Problem to solve:
Although the data below contains pictures, please reproduce only its words, exactly.

BEGIN Records for the task

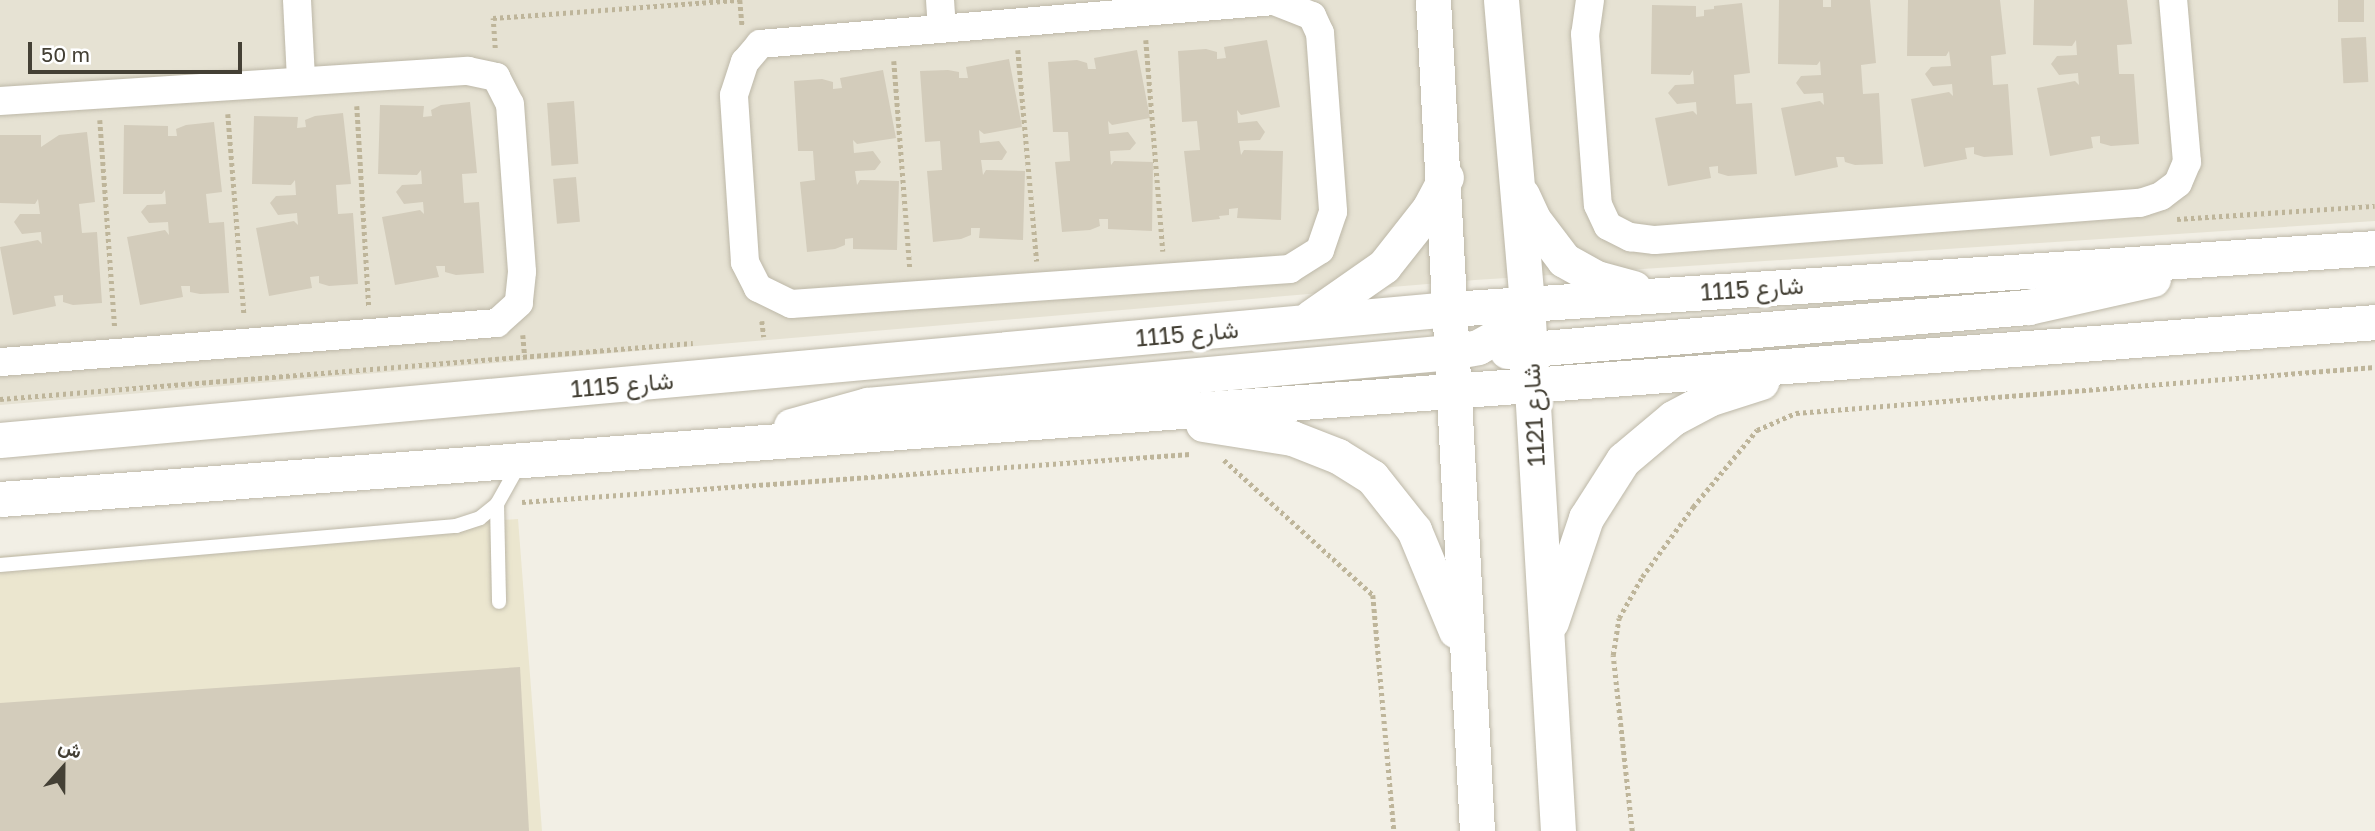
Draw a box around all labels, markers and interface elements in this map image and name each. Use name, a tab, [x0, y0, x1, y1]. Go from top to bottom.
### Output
scale bar	[32, 28, 245, 72]
text: 50 m	[41, 41, 90, 67]
street label: شارع 1115	[1700, 270, 1804, 306]
street label: شارع 1115	[1134, 314, 1240, 352]
street label: شارع 1121	[1516, 363, 1550, 467]
street label: شارع 1115	[569, 365, 675, 403]
north arrow	[28, 733, 98, 803]
text: ش	[56, 733, 85, 763]

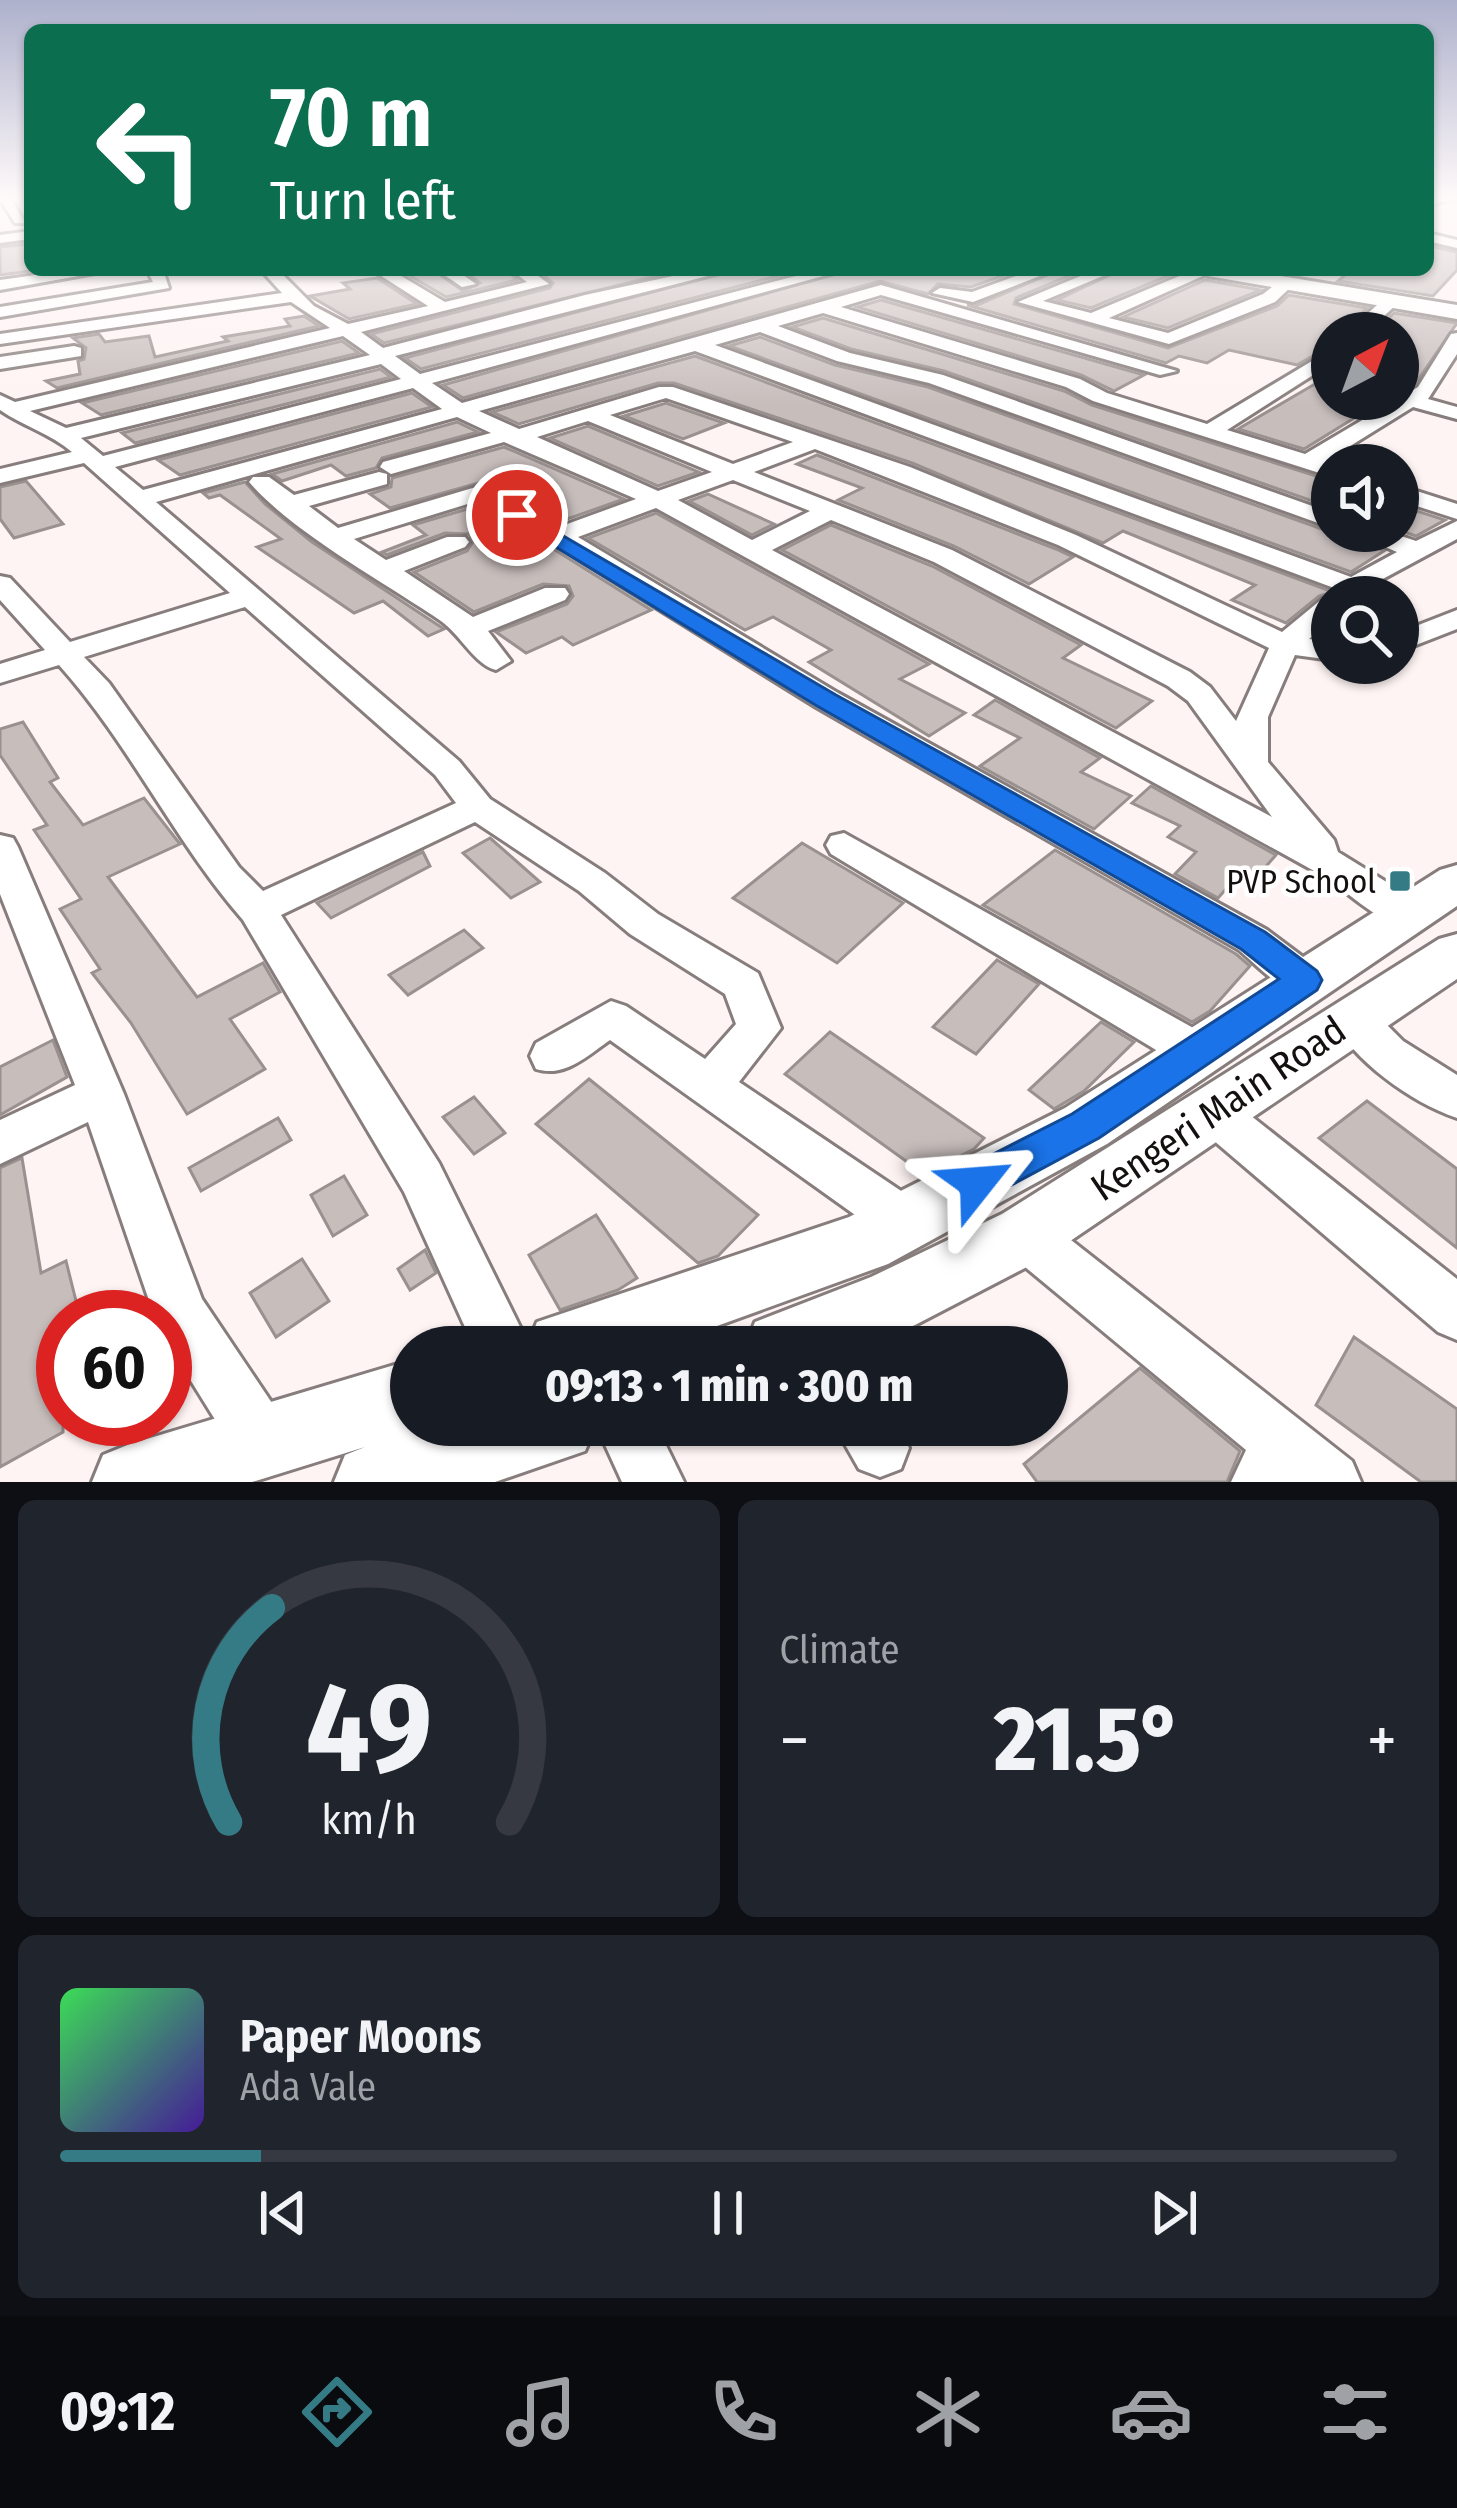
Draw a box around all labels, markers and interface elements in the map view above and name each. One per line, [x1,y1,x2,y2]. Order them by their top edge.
text: 70 m [270,67,432,168]
icon: left [72,72,228,228]
text: Turn left [270,169,456,233]
north arrow [1311,312,1419,420]
map controls [1311,312,1419,684]
button: sound [1311,444,1419,552]
pin [466,464,568,566]
icon: arrive [484,482,550,548]
button: search [1311,576,1419,684]
place label: PVP School [1226,862,1376,902]
marker: PVP School [1387,868,1413,894]
street label: Kengeri Main Road [1083,1007,1354,1211]
position arrow [914,1120,1040,1246]
speed limit sign: 60 [36,1290,192,1446]
text: 09:13 · 1 min · 300 m [545,1359,913,1413]
text: Climate [780,1627,900,1673]
text: 49 [306,1654,432,1804]
text: 21.5° [994,1686,1182,1794]
text: − [780,1701,809,1780]
text: + [1367,1701,1397,1780]
text: km/h [321,1793,417,1844]
text: Paper Moons [240,2010,482,2064]
text: Ada Vale [240,2064,376,2110]
icon: previous [250,2180,316,2246]
icon: pause [695,2180,761,2246]
icon: next [1141,2180,1207,2246]
icon: directions [295,2370,379,2454]
icon: music [499,2370,583,2454]
icon: phone [702,2370,786,2454]
icon: climate [906,2370,990,2454]
icon: car [1109,2370,1193,2454]
icon: filters [1313,2370,1397,2454]
text: 09:12 [60,2380,175,2444]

END Records for the task

Exercise solution:
Draw a box around all labels, markers and interface elements in this map image and name each. Use name, a tab, [x0, y0, x1, y1]. Go from top to bottom.
### Output
scale bar	[32, 28, 245, 72]
text: 50 m	[41, 41, 90, 67]
street label: شارع 1115	[1700, 270, 1804, 306]
street label: شارع 1115	[1134, 314, 1240, 352]
street label: شارع 1121	[1516, 363, 1550, 467]
street label: شارع 1115	[569, 365, 675, 403]
north arrow	[28, 733, 98, 803]
text: ش	[56, 733, 85, 763]

Draw a box around all labels, markers and interface elements in the map view above and name each. One per line, [x1,y1,x2,y2]. Order them by their top edge.
text: 70 m [270,67,432,168]
icon: left [72,72,228,228]
text: Turn left [270,169,456,233]
north arrow [1311,312,1419,420]
map controls [1311,312,1419,684]
button: sound [1311,444,1419,552]
pin [466,464,568,566]
icon: arrive [484,482,550,548]
button: search [1311,576,1419,684]
place label: PVP School [1226,862,1376,902]
marker: PVP School [1387,868,1413,894]
street label: Kengeri Main Road [1083,1007,1354,1211]
position arrow [914,1120,1040,1246]
speed limit sign: 60 [36,1290,192,1446]
text: 09:13 · 1 min · 300 m [545,1359,913,1413]
text: Climate [780,1627,900,1673]
text: 49 [306,1654,432,1804]
text: 21.5° [994,1686,1182,1794]
text: − [780,1701,809,1780]
text: + [1367,1701,1397,1780]
text: km/h [321,1793,417,1844]
text: Paper Moons [240,2010,482,2064]
text: Ada Vale [240,2064,376,2110]
icon: previous [250,2180,316,2246]
icon: pause [695,2180,761,2246]
icon: next [1141,2180,1207,2246]
icon: directions [295,2370,379,2454]
icon: music [499,2370,583,2454]
icon: phone [702,2370,786,2454]
icon: climate [906,2370,990,2454]
icon: car [1109,2370,1193,2454]
icon: filters [1313,2370,1397,2454]
text: 09:12 [60,2380,175,2444]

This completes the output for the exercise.